Pulsational Instability of Quasi-Stars: Interpreting the Variability of Little Red Dots

Matteo Cantiello, Jake B. Hassan, Rosalba Perna, Philip J. Armitage, Mitchell C. Begelman, Yan-Fei Jiang, Taeho Ryu, Richard H. D. Townsend

First listed 2025-12-19 | Last updated 2025-12-19

Abstract

The JWST discovery of "Little Red Dots" (LRDs) has revealed a population of compact, red sources at $z \sim 5-10$ that likely host supermassive black holes (SMBHs).
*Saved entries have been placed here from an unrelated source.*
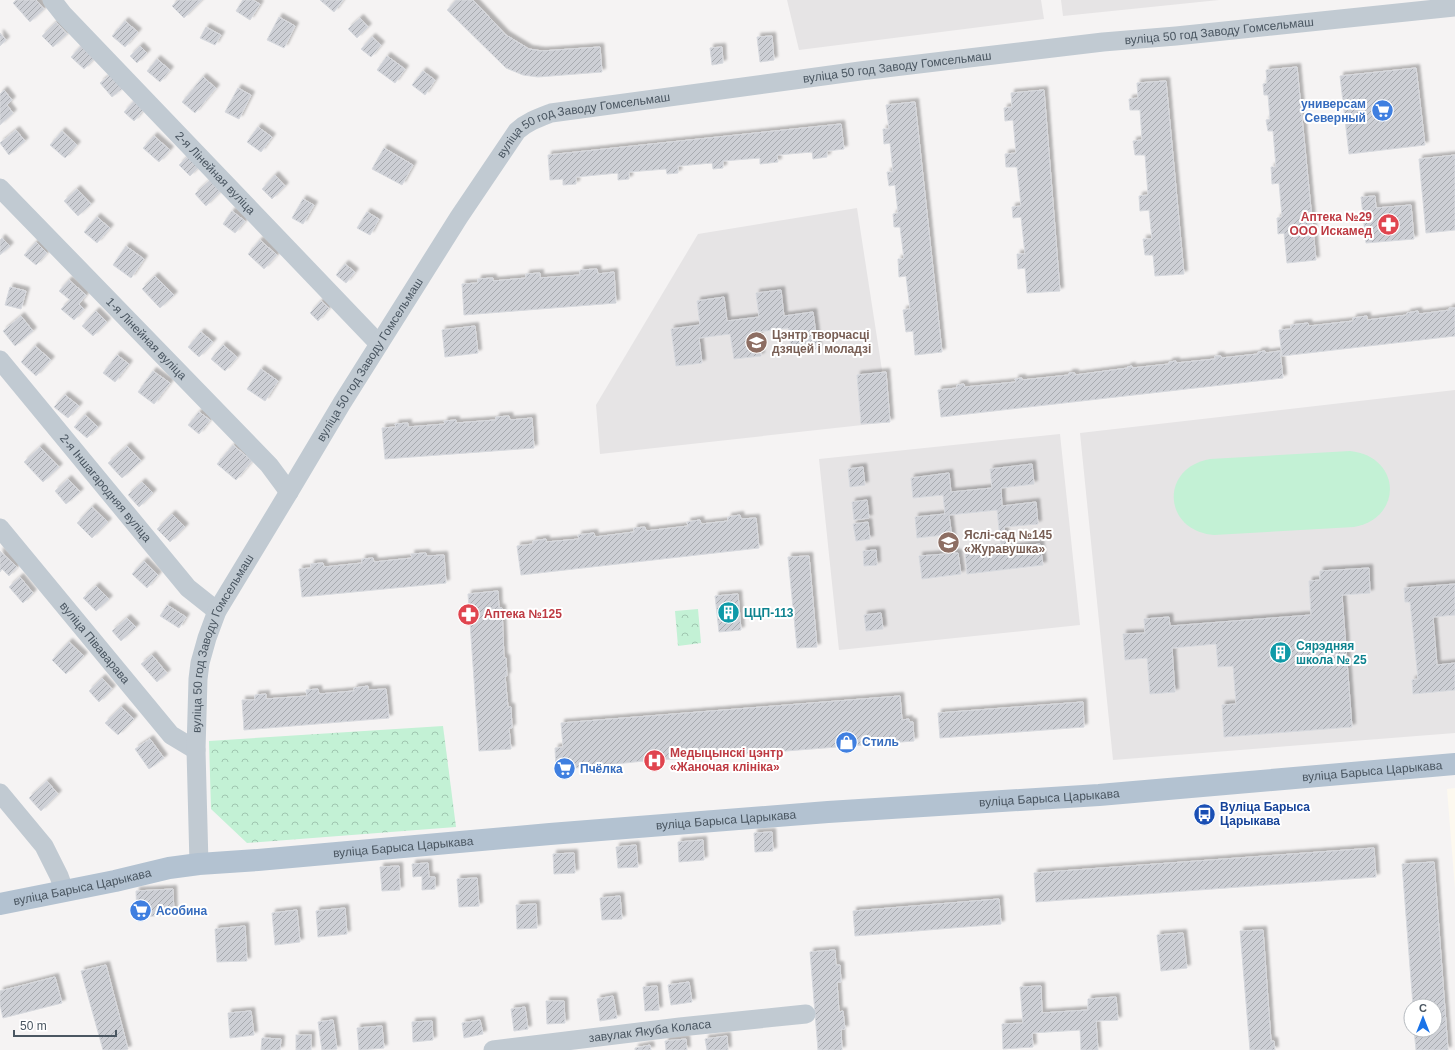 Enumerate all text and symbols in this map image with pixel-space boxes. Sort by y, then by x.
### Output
street label: вуліца 50 год Заводу Гомсельмаш [1124,15,1314,47]
street label: вуліца 50 год Заводу Гомсельмаш [802,48,992,86]
street label: вуліца 50 год Заводу Гомсельмаш [494,90,671,161]
place label: универсам Северный [1301,97,1366,125]
supermarket icon: универсам Северный [1369,98,1395,124]
street label: 2-я Лінейная вуліца [172,129,258,218]
place label: Аптека №29 ООО Искамед [1290,210,1372,238]
pharmacy icon: Аптека №29 ООО Искамед [1375,211,1401,237]
street label: вуліца 50 год Заводу Гомсельмаш [314,275,426,444]
street label: 1-я Лінейная вуліца [103,295,190,383]
place label: Цэнтр творчасці дзяцей і моладзі [772,328,871,356]
school or university icon: Цэнтр творчасці дзяцей і моладзі [743,329,769,355]
street label: 2-я Іншагародняя вуліца [57,431,154,545]
place label: Яслі-сад №145 «Журавушка» [964,528,1052,556]
school or university icon: Яслі-сад №145 «Журавушка» [936,529,962,555]
street label: вуліца 50 год Заводу Гомсельмаш [189,552,257,733]
street label: вуліца Піваварава [57,599,133,687]
building icon: ЦЦП-113 [715,600,741,626]
pharmacy icon: Аптека №125 [456,601,482,627]
place label: ЦЦП-113 [744,606,794,620]
place label: Аптека №125 [484,607,562,621]
place label: Сярэдняя школа № 25 [1296,639,1367,667]
building icon: Сярэдняя школа № 25 [1268,640,1294,666]
shop icon: Стиль [833,729,859,755]
place label: Стиль [862,735,899,749]
place label: Медыцынскі цэнтр «Жаночая клініка» [670,746,783,774]
hospital icon: Медыцынскі цэнтр «Жаночая клініка» [641,747,667,773]
supermarket icon: Пчёлка [551,756,577,782]
street label: вуліца Барыса Царыкава [1302,758,1443,784]
place label: Пчёлка [580,762,623,776]
street label: вуліца Барыса Царыкава [979,786,1120,810]
place label: Вуліца Барыса Царыкава [1220,800,1310,828]
bus stop icon: Вуліца Барыса Царыкава [1191,801,1217,827]
street label: вуліца Барыса Царыкава [655,808,797,833]
street label: вуліца Барыса Царыкава [333,834,474,860]
street label: вуліца Барыса Царыкава [12,865,153,908]
supermarket icon: Асобина [128,898,154,924]
place label: Асобина [156,904,208,918]
north arrow [1403,998,1443,1038]
text: С [1419,1002,1427,1014]
scale bar [14,1012,116,1038]
street label: завулак Якуба Коласа [588,1017,712,1045]
text: 50 m [20,1019,47,1033]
Recent observations of the gravitationally lensed LRD R2211-RX1 reveal century-scale photometric variability and a hysteresis loop in the luminosity-temperature plane, strongly suggesting that the optical emission originates from a pulsating, stellar-like photosphere rather than an accretion disk. This supports the "quasi-star" hypothesis, where a rapidly growing black hole seed is embedded within a massive, radiation-pressure supported envelope. In this work, we investigate the stability of these envelopes using the stellar evolution code MESA coupled with the non-adiabatic oscillation code GYRE. We identify a theoretical "Quasi-Star Instability Strip" with a blue edge at $T_{\mathrm{eff}} \approx 5000-5200$ K. Models hotter than this threshold are stable, consistent with the non-variable LRD R2211-RX2 ($T_{\mathrm{eff}} \approx 5000$ K), while cooler models are unstable to radial pulsations driven by the $κ$-mechanism in helium and hydrogen ionization zones. For quasi-star masses in the range $M_\star \sim 10^4-10^5 M_\odot$, we find that the unstable fundamental radial modes ($\ell =0$, n$_{\rm p}=1$) have periods in the range $\sim 20-180$ years. The first overtone ($\ell =0$, n$_{\rm p}=2$) is also unstable or marginally stable in some of our models, with typical pulsation timescales $\sim 10-30$ years. These oscillations match the co-moving frame variability timescale of RX1. We argue that these violent pulsations likely drive enhanced mass loss analogous to super-AGB winds, which could affect the duration of the quasi-star phase and regulate the final mass of the seeded black hole.

Short digest

Uses MESA+GYRE to test whether quasi-star envelopes that could power Little Red Dots become radially unstable and pulsate. Finds a Quasi-Star Instability Strip with a blue edge at Teff ≈ 5000–5200 K: hotter models are stable (consistent with non-variable R2211‑RX2 at ≈5000 K), cooler ones are κ‑driven unstable in H/He ionization zones. Fundamental modes have 20–180 yr periods and first overtones 10–30 yr, matching the co-moving variability and L–T hysteresis of lensed LRD R2211‑RX1. The implied pulsation-enhanced winds could shorten the quasi-star phase and regulate the seed BH’s terminal mass.

Key figures to inspect

• Figure 1 (HR diagram tracks): Identify where models cross Teff ≈ 5000–5200 K and how radius lines and BH-mass color coding map onto the proposed blue edge of the instability strip; compare stable (hotter) versus unstable (cooler) track segments relevant to RX2 vs RX1.
• Instability-strip map (Teff–Lum or Teff–parameter plane): Locate the ‘Quasi-Star Instability Strip,’ mark the blue edge near 5000–5200 K, and see which envelope masses fall into unstable territory.
• Mode stability and growth-rate diagram (GYRE): Inspect which radial modes (ℓ=0, n_p=1 and 2) are unstable and their e-folding rates across Teff; confirm κ‑mechanism driving regions from work integrals in H/He ionization zones.
• Period–mass (or period–Teff) scaling: Read off fundamental (20–180 yr) and first-overtone (10–30 yr) periods versus M⋆ ≈10^4–10^5 M⊙ and check consistency with RX1’s co-moving timescale.
• Nonlinear pulsation cycle: Follow time-dependent MESA loops in the luminosity–temperature plane to verify the clockwise/counter-clockwise hysteresis morphology and amplitude compared to RX1.